Work required
Go through the listing below and show each line that has the word "them".

Material provided

____

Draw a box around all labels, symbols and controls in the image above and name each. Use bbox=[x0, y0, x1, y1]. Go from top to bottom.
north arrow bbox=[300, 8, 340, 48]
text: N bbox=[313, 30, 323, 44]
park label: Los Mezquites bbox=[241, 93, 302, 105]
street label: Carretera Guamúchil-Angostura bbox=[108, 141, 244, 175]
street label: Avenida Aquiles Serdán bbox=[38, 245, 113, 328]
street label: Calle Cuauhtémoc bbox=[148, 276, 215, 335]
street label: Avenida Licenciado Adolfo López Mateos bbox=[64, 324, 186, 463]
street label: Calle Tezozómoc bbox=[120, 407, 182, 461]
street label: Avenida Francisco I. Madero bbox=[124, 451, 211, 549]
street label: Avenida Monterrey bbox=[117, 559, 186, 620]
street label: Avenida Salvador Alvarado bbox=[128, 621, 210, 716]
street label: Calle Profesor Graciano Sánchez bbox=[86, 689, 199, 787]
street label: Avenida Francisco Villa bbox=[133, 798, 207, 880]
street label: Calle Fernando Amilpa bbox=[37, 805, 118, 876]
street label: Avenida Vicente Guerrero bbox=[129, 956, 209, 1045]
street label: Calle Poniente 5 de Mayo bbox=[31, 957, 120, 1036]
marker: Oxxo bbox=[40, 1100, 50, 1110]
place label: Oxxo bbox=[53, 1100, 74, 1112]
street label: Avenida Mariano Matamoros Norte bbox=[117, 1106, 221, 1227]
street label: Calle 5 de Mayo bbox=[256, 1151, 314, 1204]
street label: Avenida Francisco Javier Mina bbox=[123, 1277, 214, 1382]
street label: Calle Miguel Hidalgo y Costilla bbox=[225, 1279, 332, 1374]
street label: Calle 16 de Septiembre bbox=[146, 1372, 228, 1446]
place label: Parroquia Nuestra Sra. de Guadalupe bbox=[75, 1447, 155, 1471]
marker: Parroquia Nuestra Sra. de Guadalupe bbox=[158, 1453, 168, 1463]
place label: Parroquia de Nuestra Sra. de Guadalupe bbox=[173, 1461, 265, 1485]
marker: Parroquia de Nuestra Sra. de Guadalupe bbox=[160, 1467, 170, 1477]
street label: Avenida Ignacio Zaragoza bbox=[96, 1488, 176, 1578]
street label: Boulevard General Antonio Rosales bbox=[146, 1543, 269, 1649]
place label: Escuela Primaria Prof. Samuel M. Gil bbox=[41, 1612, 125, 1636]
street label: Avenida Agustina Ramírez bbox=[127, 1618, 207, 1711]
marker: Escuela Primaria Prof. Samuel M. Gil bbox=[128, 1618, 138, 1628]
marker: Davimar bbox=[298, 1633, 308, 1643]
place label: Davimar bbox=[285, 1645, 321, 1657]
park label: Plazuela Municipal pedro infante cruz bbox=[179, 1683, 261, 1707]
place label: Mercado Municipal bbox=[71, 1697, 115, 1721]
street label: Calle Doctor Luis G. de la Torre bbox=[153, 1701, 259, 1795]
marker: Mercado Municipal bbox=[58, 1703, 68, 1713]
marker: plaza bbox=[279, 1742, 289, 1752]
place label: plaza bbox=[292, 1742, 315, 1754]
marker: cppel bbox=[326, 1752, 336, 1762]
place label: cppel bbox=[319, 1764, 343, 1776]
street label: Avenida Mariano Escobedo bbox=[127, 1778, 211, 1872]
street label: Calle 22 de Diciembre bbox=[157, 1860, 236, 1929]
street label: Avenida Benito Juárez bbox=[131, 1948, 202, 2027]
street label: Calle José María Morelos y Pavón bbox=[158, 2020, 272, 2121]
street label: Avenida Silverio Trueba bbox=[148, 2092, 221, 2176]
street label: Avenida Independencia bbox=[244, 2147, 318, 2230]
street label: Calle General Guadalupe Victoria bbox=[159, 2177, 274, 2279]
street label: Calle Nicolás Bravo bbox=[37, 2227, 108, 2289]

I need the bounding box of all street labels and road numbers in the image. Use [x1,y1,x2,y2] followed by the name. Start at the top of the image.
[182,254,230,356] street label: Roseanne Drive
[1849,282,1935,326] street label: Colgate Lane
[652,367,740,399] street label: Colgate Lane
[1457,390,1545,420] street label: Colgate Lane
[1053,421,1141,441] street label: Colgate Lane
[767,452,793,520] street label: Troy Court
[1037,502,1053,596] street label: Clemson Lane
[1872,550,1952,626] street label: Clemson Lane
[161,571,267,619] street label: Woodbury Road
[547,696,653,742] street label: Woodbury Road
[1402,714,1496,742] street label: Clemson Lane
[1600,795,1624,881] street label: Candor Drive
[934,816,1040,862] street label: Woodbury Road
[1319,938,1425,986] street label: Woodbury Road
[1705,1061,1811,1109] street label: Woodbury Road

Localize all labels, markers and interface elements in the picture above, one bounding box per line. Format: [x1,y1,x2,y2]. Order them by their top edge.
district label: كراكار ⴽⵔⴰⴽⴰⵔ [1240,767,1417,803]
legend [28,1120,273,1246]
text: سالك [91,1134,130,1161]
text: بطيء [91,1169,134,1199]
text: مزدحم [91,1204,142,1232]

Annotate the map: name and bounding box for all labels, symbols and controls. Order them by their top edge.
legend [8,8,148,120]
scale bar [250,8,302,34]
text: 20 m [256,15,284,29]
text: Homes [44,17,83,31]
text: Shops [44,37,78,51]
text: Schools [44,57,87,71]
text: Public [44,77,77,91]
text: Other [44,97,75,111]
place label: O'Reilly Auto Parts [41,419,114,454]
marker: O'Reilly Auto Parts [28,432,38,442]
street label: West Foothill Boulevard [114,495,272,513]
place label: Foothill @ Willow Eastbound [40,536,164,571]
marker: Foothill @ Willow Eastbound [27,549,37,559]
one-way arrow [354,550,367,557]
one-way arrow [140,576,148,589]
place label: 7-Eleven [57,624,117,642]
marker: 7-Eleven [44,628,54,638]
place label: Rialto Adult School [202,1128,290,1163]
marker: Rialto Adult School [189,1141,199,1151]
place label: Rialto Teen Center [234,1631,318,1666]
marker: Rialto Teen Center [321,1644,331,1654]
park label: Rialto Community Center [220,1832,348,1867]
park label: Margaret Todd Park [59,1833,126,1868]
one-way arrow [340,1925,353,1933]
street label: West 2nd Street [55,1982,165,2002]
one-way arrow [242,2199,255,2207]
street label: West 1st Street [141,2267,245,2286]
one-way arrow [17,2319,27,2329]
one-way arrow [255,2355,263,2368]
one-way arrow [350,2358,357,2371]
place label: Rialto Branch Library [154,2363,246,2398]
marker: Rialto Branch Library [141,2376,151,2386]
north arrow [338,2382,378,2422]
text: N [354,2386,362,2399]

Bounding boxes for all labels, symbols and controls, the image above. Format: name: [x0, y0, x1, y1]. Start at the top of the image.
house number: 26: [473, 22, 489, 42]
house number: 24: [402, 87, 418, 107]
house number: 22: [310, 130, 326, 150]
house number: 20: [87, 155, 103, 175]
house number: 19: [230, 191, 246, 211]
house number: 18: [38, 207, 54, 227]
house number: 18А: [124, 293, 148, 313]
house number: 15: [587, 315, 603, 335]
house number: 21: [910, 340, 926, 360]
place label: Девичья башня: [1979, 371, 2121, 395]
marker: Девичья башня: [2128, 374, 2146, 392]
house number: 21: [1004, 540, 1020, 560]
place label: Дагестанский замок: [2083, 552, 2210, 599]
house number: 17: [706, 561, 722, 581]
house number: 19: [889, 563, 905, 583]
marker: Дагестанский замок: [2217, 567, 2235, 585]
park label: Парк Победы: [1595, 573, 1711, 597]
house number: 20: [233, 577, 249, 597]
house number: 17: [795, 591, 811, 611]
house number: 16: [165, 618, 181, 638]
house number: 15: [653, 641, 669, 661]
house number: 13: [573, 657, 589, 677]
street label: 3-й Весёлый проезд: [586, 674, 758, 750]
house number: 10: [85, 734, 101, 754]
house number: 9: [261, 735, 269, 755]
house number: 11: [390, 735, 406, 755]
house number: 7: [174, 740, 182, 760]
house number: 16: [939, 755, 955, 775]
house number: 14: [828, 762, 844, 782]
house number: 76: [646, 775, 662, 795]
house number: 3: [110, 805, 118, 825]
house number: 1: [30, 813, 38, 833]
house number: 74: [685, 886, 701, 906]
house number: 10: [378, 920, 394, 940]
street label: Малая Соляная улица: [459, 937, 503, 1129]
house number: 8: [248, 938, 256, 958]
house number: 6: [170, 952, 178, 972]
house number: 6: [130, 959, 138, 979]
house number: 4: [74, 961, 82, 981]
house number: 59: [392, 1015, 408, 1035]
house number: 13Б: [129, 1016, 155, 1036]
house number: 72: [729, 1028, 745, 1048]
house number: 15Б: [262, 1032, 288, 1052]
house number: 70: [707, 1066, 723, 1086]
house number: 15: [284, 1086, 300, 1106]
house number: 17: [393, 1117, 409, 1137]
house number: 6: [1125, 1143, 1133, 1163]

____

Reply to the task
Localize all labels, markers and interface elements in the picture above, one bounding box per line. Format: [x1,y1,x2,y2]. Order them by their top edge.
Annotate the map: name and bounding box for all labels, symbols and controls. Order them by their top edge.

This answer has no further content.